§ What this task involves
Produce word for word the lines of the data below running from the one that has "return path;" to the one that has "c.stroke(path);", inclusive, and no others.

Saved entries

┄┄┄┄┄┄

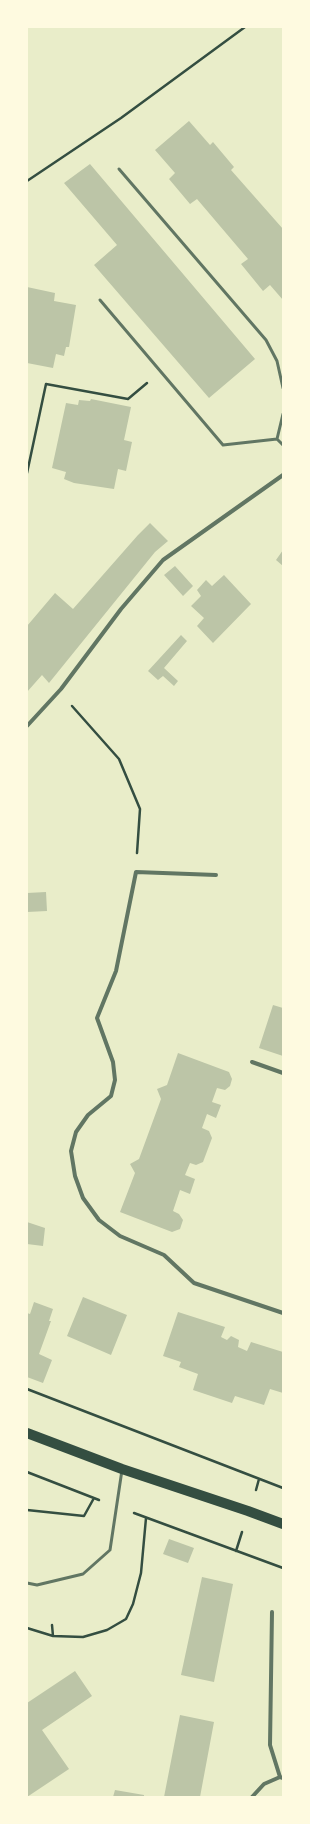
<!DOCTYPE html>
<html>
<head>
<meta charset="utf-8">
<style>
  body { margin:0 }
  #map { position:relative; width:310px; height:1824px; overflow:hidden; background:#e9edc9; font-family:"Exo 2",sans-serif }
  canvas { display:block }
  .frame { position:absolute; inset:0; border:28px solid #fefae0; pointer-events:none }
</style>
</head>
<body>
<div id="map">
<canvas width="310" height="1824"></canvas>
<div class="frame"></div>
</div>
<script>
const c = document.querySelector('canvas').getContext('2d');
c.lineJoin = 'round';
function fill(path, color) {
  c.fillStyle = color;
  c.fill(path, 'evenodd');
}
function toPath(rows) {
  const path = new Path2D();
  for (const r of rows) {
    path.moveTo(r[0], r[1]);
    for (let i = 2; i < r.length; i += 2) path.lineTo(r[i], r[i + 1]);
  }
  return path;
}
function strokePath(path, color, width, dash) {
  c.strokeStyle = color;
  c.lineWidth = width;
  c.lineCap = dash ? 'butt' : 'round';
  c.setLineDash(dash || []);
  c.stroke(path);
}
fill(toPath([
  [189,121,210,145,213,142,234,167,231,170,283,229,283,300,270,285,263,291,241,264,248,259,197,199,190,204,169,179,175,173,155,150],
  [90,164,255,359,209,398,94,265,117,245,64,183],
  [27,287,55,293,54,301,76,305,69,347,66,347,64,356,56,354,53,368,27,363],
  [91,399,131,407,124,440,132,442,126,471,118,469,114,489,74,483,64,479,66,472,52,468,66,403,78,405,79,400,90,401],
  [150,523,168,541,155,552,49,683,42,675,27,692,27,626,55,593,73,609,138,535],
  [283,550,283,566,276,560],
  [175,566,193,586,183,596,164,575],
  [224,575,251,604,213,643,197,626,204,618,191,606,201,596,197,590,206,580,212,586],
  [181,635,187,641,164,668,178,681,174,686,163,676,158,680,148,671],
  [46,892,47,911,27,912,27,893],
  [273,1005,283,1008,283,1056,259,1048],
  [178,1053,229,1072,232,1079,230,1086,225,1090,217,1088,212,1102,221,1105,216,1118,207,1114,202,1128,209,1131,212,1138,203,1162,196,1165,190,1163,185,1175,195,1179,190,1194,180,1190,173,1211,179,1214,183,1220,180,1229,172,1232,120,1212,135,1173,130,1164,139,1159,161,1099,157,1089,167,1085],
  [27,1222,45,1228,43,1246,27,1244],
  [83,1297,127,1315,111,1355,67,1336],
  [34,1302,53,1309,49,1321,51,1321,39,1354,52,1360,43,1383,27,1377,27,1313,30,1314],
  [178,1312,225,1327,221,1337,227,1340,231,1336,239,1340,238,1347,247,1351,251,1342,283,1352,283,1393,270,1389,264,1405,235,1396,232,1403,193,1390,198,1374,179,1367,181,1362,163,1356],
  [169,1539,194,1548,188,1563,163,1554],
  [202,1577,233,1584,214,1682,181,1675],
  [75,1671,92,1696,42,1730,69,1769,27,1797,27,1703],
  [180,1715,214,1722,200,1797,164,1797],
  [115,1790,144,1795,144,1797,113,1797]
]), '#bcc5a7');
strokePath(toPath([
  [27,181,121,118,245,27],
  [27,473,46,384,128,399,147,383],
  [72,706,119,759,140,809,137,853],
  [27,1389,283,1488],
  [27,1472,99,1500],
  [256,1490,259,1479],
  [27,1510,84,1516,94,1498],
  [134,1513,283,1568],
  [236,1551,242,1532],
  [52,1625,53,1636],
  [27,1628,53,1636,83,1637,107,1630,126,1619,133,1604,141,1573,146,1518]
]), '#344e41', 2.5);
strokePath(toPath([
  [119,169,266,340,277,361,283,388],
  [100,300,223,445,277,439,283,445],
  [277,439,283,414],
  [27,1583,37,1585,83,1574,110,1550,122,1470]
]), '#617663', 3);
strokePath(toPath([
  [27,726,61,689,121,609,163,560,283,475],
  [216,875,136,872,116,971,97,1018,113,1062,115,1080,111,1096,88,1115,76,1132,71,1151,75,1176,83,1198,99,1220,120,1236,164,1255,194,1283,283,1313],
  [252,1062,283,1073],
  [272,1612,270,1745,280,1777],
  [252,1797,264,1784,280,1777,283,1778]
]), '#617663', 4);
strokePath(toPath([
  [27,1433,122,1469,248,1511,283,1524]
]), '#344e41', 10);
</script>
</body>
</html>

┄┄┄┄┄┄

§ Reply to the task
  return path;
}
function strokePath(path, color, width, dash) {
  c.strokeStyle = color;
  c.lineWidth = width;
  c.lineCap = dash ? 'butt' : 'round';
  c.setLineDash(dash || []);
  c.stroke(path);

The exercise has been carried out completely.